▶ TASK DESCRIPTION
Every record below is to be restated word for word.

*** RAW DATA ***

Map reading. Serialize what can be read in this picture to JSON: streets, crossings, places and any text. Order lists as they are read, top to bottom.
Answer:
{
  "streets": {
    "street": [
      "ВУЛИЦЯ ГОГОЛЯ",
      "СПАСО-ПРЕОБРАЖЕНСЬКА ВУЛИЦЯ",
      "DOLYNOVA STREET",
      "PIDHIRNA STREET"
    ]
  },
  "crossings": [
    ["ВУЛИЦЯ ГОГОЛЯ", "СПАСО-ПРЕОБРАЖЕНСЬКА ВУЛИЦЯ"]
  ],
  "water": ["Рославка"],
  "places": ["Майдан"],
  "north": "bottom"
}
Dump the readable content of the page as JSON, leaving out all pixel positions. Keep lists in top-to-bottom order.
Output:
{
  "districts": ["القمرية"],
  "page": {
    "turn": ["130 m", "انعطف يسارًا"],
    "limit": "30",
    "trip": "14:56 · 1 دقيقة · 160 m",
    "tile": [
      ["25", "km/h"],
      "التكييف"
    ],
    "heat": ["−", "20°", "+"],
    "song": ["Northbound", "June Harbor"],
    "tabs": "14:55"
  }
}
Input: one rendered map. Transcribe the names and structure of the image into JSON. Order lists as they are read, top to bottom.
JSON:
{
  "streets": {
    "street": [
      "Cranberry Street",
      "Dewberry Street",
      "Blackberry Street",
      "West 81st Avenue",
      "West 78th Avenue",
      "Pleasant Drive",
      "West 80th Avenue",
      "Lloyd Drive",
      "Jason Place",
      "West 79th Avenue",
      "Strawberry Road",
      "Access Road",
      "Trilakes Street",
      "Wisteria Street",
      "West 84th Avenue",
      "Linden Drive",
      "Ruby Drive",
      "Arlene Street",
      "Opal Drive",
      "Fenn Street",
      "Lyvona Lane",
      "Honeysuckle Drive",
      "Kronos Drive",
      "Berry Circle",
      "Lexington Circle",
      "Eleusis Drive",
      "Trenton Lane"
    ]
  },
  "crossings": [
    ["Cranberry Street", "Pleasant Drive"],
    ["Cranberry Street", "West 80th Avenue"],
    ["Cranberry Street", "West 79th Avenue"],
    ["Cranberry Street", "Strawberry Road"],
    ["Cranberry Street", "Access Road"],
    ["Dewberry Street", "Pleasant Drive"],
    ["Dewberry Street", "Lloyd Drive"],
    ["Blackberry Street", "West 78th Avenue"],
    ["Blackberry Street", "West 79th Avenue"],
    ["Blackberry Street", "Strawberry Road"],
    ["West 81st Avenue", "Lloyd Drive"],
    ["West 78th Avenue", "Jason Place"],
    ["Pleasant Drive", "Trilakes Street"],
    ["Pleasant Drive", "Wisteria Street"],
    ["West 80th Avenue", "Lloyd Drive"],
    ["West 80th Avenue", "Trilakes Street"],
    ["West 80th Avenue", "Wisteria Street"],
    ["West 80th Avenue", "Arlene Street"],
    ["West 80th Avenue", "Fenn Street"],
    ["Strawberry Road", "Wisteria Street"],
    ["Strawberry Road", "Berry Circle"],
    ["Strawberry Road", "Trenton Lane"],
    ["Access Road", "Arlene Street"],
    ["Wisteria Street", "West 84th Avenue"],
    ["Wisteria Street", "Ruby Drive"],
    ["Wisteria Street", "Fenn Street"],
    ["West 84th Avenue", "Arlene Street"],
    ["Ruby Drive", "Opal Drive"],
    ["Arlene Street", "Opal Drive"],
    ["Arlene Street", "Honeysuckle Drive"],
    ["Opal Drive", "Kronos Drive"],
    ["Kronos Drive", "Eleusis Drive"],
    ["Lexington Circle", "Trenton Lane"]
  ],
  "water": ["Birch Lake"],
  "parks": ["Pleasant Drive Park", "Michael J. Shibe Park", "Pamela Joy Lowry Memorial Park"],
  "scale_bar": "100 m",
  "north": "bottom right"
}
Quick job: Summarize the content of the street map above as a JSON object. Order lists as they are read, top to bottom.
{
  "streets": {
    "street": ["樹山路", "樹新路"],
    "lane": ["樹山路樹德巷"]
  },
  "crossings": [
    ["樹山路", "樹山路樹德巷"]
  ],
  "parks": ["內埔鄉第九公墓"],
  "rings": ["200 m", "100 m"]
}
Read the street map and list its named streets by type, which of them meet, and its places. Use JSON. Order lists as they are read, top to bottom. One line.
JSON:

*** End of RAW DATA ***

▶ RESPONSE AREA
Map reading. Serialize what can be read in this picture to JSON: streets, crossings, places and any text. Order lists as they are read, top to bottom.
Answer:
{
  "streets": {
    "street": [
      "ВУЛИЦЯ ГОГОЛЯ",
      "СПАСО-ПРЕОБРАЖЕНСЬКА ВУЛИЦЯ",
      "DOLYNOVA STREET",
      "PIDHIRNA STREET"
    ]
  },
  "crossings": [
    ["ВУЛИЦЯ ГОГОЛЯ", "СПАСО-ПРЕОБРАЖЕНСЬКА ВУЛИЦЯ"]
  ],
  "water": ["Рославка"],
  "places": ["Майдан"],
  "north": "bottom"
}
Dump the readable content of the page as JSON, leaving out all pixel positions. Keep lists in top-to-bottom order.
Output:
{
  "districts": ["القمرية"],
  "page": {
    "turn": ["130 m", "انعطف يسارًا"],
    "limit": "30",
    "trip": "14:56 · 1 دقيقة · 160 m",
    "tile": [
      ["25", "km/h"],
      "التكييف"
    ],
    "heat": ["−", "20°", "+"],
    "song": ["Northbound", "June Harbor"],
    "tabs": "14:55"
  }
}
Input: one rendered map. Transcribe the names and structure of the image into JSON. Order lists as they are read, top to bottom.
JSON:
{
  "streets": {
    "street": [
      "Cranberry Street",
      "Dewberry Street",
      "Blackberry Street",
      "West 81st Avenue",
      "West 78th Avenue",
      "Pleasant Drive",
      "West 80th Avenue",
      "Lloyd Drive",
      "Jason Place",
      "West 79th Avenue",
      "Strawberry Road",
      "Access Road",
      "Trilakes Street",
      "Wisteria Street",
      "West 84th Avenue",
      "Linden Drive",
      "Ruby Drive",
      "Arlene Street",
      "Opal Drive",
      "Fenn Street",
      "Lyvona Lane",
      "Honeysuckle Drive",
      "Kronos Drive",
      "Berry Circle",
      "Lexington Circle",
      "Eleusis Drive",
      "Trenton Lane"
    ]
  },
  "crossings": [
    ["Cranberry Street", "Pleasant Drive"],
    ["Cranberry Street", "West 80th Avenue"],
    ["Cranberry Street", "West 79th Avenue"],
    ["Cranberry Street", "Strawberry Road"],
    ["Cranberry Street", "Access Road"],
    ["Dewberry Street", "Pleasant Drive"],
    ["Dewberry Street", "Lloyd Drive"],
    ["Blackberry Street", "West 78th Avenue"],
    ["Blackberry Street", "West 79th Avenue"],
    ["Blackberry Street", "Strawberry Road"],
    ["West 81st Avenue", "Lloyd Drive"],
    ["West 78th Avenue", "Jason Place"],
    ["Pleasant Drive", "Trilakes Street"],
    ["Pleasant Drive", "Wisteria Street"],
    ["West 80th Avenue", "Lloyd Drive"],
    ["West 80th Avenue", "Trilakes Street"],
    ["West 80th Avenue", "Wisteria Street"],
    ["West 80th Avenue", "Arlene Street"],
    ["West 80th Avenue", "Fenn Street"],
    ["Strawberry Road", "Wisteria Street"],
    ["Strawberry Road", "Berry Circle"],
    ["Strawberry Road", "Trenton Lane"],
    ["Access Road", "Arlene Street"],
    ["Wisteria Street", "West 84th Avenue"],
    ["Wisteria Street", "Ruby Drive"],
    ["Wisteria Street", "Fenn Street"],
    ["West 84th Avenue", "Arlene Street"],
    ["Ruby Drive", "Opal Drive"],
    ["Arlene Street", "Opal Drive"],
    ["Arlene Street", "Honeysuckle Drive"],
    ["Opal Drive", "Kronos Drive"],
    ["Kronos Drive", "Eleusis Drive"],
    ["Lexington Circle", "Trenton Lane"]
  ],
  "water": ["Birch Lake"],
  "parks": ["Pleasant Drive Park", "Michael J. Shibe Park", "Pamela Joy Lowry Memorial Park"],
  "scale_bar": "100 m",
  "north": "bottom right"
}
Quick job: Summarize the content of the street map above as a JSON object. Order lists as they are read, top to bottom.
{
  "streets": {
    "street": ["樹山路", "樹新路"],
    "lane": ["樹山路樹德巷"]
  },
  "crossings": [
    ["樹山路", "樹山路樹德巷"]
  ],
  "parks": ["內埔鄉第九公墓"],
  "rings": ["200 m", "100 m"]
}
Read the street map and list its named streets by type, which of them meet, and its places. Use JSON. Order lists as they are read, top to bottom. One line.
JSON:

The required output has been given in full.